Your goal » Transcribe all data verbatim. Skip the pictures.

☆ ☆ ☆ ☆ ☆

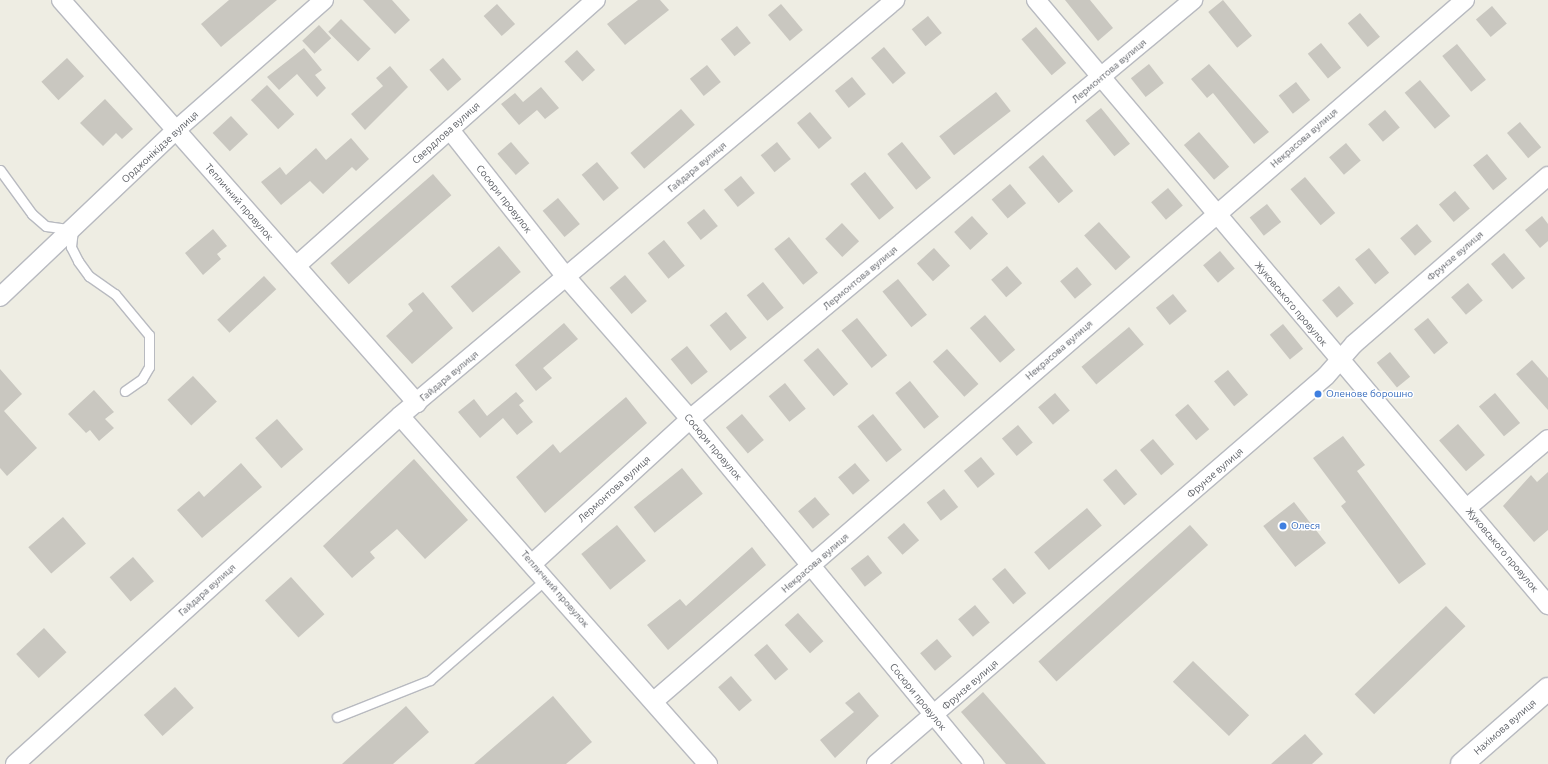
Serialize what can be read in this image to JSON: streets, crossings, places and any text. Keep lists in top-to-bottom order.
{
  "streets": {
    "street": [
      "Лермонтова вулиця",
      "Свердлова вулиця",
      "Некрасова вулиця",
      "Орджонікідзе вулиця",
      "Гайдара вулиця",
      "Сосюри провулок",
      "Тепличний провулок",
      "Фрунзе вулиця",
      "Жуковського провулок",
      "Нахімова вулиця"
    ]
  },
  "crossings": [
    ["Лермонтова вулиця", "Сосюри провулок"],
    ["Лермонтова вулиця", "Тепличний провулок"],
    ["Лермонтова вулиця", "Жуковського провулок"],
    ["Свердлова вулиця", "Сосюри провулок"],
    ["Свердлова вулиця", "Тепличний провулок"],
    ["Некрасова вулиця", "Сосюри провулок"],
    ["Некрасова вулиця", "Тепличний провулок"],
    ["Некрасова вулиця", "Жуковського провулок"],
    ["Орджонікідзе вулиця", "Тепличний провулок"],
    ["Гайдара вулиця", "Сосюри провулок"],
    ["Гайдара вулиця", "Тепличний провулок"],
    ["Сосюри провулок", "Фрунзе вулиця"],
    ["Фрунзе вулиця", "Жуковського провулок"]
  ],
  "places": ["Оленове борошно", "Олеся"]
}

☆ ☆ ☆ ☆ ☆

Written response »
Serialize what can be read in this image to JSON: streets, crossings, places and any text. Keep lists in top-to-bottom order.
{
  "streets": {
    "street": [
      "Лермонтова вулиця",
      "Свердлова вулиця",
      "Некрасова вулиця",
      "Орджонікідзе вулиця",
      "Гайдара вулиця",
      "Сосюри провулок",
      "Тепличний провулок",
      "Фрунзе вулиця",
      "Жуковського провулок",
      "Нахімова вулиця"
    ]
  },
  "crossings": [
    ["Лермонтова вулиця", "Сосюри провулок"],
    ["Лермонтова вулиця", "Тепличний провулок"],
    ["Лермонтова вулиця", "Жуковського провулок"],
    ["Свердлова вулиця", "Сосюри провулок"],
    ["Свердлова вулиця", "Тепличний провулок"],
    ["Некрасова вулиця", "Сосюри провулок"],
    ["Некрасова вулиця", "Тепличний провулок"],
    ["Некрасова вулиця", "Жуковського провулок"],
    ["Орджонікідзе вулиця", "Тепличний провулок"],
    ["Гайдара вулиця", "Сосюри провулок"],
    ["Гайдара вулиця", "Тепличний провулок"],
    ["Сосюри провулок", "Фрунзе вулиця"],
    ["Фрунзе вулиця", "Жуковського провулок"]
  ],
  "places": ["Оленове борошно", "Олеся"]
}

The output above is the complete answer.